### DATA TO PROCESS

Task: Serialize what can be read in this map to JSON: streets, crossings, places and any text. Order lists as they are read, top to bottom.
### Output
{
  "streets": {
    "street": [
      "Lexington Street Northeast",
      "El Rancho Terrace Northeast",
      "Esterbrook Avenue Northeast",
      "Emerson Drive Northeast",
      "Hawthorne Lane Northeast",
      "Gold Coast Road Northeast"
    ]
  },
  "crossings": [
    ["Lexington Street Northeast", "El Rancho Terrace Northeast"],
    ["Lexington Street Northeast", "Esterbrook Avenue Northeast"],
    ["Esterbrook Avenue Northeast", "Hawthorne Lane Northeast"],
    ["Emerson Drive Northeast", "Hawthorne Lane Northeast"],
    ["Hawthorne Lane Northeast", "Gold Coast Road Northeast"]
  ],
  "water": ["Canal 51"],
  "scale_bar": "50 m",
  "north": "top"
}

######

◆ **PROBLEM TO SOLVE**
Every record should be retyped so that it matches the original exactly.

◆ **ANSWER TO THE PROBLEM**
Task: Serialize what can be read in this map to JSON: streets, crossings, places and any text. Order lists as they are read, top to bottom.
### Output
{
  "streets": {
    "street": [
      "Lexington Street Northeast",
      "El Rancho Terrace Northeast",
      "Esterbrook Avenue Northeast",
      "Emerson Drive Northeast",
      "Hawthorne Lane Northeast",
      "Gold Coast Road Northeast"
    ]
  },
  "crossings": [
    ["Lexington Street Northeast", "El Rancho Terrace Northeast"],
    ["Lexington Street Northeast", "Esterbrook Avenue Northeast"],
    ["Esterbrook Avenue Northeast", "Hawthorne Lane Northeast"],
    ["Emerson Drive Northeast", "Hawthorne Lane Northeast"],
    ["Hawthorne Lane Northeast", "Gold Coast Road Northeast"]
  ],
  "water": ["Canal 51"],
  "scale_bar": "50 m",
  "north": "top"
}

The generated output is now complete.